La conception augustinienne du libre arbitre s’inscrit dans la continuité et la transformation du platonisme. Augustin s’inspire de Platon pour affirmer la primauté de l’âme rationnelle, siège du discernement moral. Chez Platon, la liberté s’identifie souvent à la connaissance du Bien ; le « choix du meilleur » dépend de la capacité de l’âme à se détourner des apparences sensibles.

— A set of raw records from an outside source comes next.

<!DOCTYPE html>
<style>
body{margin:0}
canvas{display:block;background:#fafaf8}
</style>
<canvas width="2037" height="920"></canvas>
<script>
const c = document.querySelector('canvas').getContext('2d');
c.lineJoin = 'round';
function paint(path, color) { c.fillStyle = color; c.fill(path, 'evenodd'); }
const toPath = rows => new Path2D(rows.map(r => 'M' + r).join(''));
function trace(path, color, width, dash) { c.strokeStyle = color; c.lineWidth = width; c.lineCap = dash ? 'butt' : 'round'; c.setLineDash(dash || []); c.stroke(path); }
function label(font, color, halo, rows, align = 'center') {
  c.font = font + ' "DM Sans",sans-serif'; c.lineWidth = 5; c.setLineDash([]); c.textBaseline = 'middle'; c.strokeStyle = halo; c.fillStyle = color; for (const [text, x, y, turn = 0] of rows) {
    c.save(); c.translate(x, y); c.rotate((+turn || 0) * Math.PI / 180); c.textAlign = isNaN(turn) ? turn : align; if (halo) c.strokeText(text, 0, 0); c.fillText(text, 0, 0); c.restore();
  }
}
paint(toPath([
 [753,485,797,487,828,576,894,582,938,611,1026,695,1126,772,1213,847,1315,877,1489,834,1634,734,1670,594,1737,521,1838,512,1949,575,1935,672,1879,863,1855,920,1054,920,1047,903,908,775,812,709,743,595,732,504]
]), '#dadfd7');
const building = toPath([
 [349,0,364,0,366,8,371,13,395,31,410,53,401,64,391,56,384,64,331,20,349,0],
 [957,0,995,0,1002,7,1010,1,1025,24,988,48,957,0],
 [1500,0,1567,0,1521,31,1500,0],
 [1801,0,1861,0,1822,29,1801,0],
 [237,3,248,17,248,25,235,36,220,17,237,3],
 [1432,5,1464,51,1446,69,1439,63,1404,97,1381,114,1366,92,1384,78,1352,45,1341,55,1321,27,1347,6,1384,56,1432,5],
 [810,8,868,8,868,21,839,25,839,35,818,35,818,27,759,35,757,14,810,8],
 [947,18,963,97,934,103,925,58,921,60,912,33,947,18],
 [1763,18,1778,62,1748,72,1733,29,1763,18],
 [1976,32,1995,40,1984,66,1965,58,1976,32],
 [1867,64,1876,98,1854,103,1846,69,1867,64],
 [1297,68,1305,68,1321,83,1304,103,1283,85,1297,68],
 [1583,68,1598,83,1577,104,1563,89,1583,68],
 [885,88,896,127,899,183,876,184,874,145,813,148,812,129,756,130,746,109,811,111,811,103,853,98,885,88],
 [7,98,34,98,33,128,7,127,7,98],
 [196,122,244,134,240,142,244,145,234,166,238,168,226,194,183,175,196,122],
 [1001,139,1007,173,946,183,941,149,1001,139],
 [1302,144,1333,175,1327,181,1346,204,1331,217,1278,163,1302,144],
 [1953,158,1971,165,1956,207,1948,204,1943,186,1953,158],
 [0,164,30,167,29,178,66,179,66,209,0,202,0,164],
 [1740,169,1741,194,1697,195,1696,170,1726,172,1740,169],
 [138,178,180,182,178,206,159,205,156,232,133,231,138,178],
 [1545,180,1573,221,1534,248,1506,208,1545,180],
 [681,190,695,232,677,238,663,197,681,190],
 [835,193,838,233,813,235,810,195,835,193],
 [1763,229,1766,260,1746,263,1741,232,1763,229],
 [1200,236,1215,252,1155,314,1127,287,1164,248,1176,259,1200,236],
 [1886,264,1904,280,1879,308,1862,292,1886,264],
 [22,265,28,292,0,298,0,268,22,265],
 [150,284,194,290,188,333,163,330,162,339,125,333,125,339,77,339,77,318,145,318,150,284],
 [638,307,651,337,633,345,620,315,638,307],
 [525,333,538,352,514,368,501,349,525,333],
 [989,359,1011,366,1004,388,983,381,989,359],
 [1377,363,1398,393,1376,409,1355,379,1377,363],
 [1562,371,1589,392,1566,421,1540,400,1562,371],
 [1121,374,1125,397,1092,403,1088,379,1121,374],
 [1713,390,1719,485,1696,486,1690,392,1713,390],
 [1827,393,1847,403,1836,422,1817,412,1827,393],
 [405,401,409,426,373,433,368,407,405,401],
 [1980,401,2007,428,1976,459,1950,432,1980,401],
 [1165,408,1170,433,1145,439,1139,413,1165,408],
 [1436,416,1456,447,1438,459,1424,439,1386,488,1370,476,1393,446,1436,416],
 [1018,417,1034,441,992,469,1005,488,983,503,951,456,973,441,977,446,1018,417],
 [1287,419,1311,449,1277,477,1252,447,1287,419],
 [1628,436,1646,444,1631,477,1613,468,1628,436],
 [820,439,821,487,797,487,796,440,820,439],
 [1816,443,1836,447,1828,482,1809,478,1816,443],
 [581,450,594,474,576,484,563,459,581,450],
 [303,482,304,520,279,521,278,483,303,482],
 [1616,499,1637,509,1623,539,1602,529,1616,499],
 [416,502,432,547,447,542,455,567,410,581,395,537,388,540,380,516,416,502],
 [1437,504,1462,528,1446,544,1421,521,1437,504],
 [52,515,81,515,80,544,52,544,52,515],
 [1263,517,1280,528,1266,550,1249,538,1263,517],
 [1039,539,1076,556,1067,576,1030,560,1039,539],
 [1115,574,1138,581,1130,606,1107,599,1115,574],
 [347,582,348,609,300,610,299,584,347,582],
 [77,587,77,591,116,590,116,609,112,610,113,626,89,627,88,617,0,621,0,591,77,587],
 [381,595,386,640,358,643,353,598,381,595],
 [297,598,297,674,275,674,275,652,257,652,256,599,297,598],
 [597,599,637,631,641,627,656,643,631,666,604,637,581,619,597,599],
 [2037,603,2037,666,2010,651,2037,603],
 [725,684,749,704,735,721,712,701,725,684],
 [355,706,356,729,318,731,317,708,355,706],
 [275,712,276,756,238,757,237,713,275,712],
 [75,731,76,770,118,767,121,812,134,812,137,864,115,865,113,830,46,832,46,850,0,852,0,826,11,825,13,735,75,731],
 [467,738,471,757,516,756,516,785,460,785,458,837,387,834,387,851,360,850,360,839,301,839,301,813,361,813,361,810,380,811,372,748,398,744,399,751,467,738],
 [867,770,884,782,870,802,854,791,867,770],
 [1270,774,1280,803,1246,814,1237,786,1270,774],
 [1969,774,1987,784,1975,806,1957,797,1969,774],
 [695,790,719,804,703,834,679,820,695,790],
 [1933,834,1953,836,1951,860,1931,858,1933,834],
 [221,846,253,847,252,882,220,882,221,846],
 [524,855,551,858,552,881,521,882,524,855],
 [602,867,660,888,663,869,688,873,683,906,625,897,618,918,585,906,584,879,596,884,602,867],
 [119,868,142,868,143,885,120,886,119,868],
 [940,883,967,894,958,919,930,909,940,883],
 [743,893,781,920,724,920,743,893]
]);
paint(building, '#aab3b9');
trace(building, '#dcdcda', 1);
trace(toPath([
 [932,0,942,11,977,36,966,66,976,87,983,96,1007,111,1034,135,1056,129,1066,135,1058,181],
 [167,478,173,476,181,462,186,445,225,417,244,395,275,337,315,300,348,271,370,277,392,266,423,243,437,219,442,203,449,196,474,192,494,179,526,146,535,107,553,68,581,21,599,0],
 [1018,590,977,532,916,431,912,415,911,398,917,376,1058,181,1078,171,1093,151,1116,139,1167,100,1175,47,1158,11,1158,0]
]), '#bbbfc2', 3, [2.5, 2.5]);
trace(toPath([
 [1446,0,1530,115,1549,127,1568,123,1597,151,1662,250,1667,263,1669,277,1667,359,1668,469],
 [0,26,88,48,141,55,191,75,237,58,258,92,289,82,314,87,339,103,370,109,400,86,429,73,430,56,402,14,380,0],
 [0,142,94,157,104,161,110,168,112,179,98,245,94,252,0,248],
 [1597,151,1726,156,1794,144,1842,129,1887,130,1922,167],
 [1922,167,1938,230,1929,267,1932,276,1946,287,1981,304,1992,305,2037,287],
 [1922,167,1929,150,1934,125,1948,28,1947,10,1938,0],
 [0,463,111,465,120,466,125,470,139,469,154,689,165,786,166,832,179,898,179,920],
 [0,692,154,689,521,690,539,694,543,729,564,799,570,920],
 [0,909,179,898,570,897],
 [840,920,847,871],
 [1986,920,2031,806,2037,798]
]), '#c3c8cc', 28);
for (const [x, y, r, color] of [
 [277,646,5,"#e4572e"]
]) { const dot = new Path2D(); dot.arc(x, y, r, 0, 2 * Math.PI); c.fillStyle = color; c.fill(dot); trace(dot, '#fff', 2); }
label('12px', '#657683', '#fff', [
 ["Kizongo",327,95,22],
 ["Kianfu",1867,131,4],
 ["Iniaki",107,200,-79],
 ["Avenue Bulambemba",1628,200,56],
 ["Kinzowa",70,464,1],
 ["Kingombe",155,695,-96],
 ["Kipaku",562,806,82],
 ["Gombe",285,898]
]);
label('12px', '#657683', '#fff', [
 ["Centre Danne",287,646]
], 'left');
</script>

Définition du libre arbitre et d’une volonté bonne
Le terme « libre arbitre » (liberum arbitrium) apparaît dans son dialogue « De libero arbitrio » (entre 388 et 395). Dans ce texte, Saint Augustin s’interroge : « Si Dieu est la cause de tout, il serait aussi la cause du péché ? » La réponse tient dans la reconnaissance de la responsabilité humaine : « Celui qui pèche emploie mal son libre arbitre ; et c’est la volonté qui commet le mal, non la nature ou la création de Dieu » (De libero arbitrio, II, 18). Ici, Augustin distingue avec précision la liberum arbitrium (pouvoir de choisir) et la voluntas (volonté), terme central dans sa pensée. La « volonté » n’est pas pure indétermination ; elle est l’acte même de se tourner soit vers Dieu (conversion), soit vers soi-même ou vers les biens inférieurs (aversio). D’ailleurs, il précise dans « Les Confessions » : « C’est donc ma volonté qui fait que moi-même je veuille ou non ; et quand je veux, c’est librement » (Confessions, VIII, 10).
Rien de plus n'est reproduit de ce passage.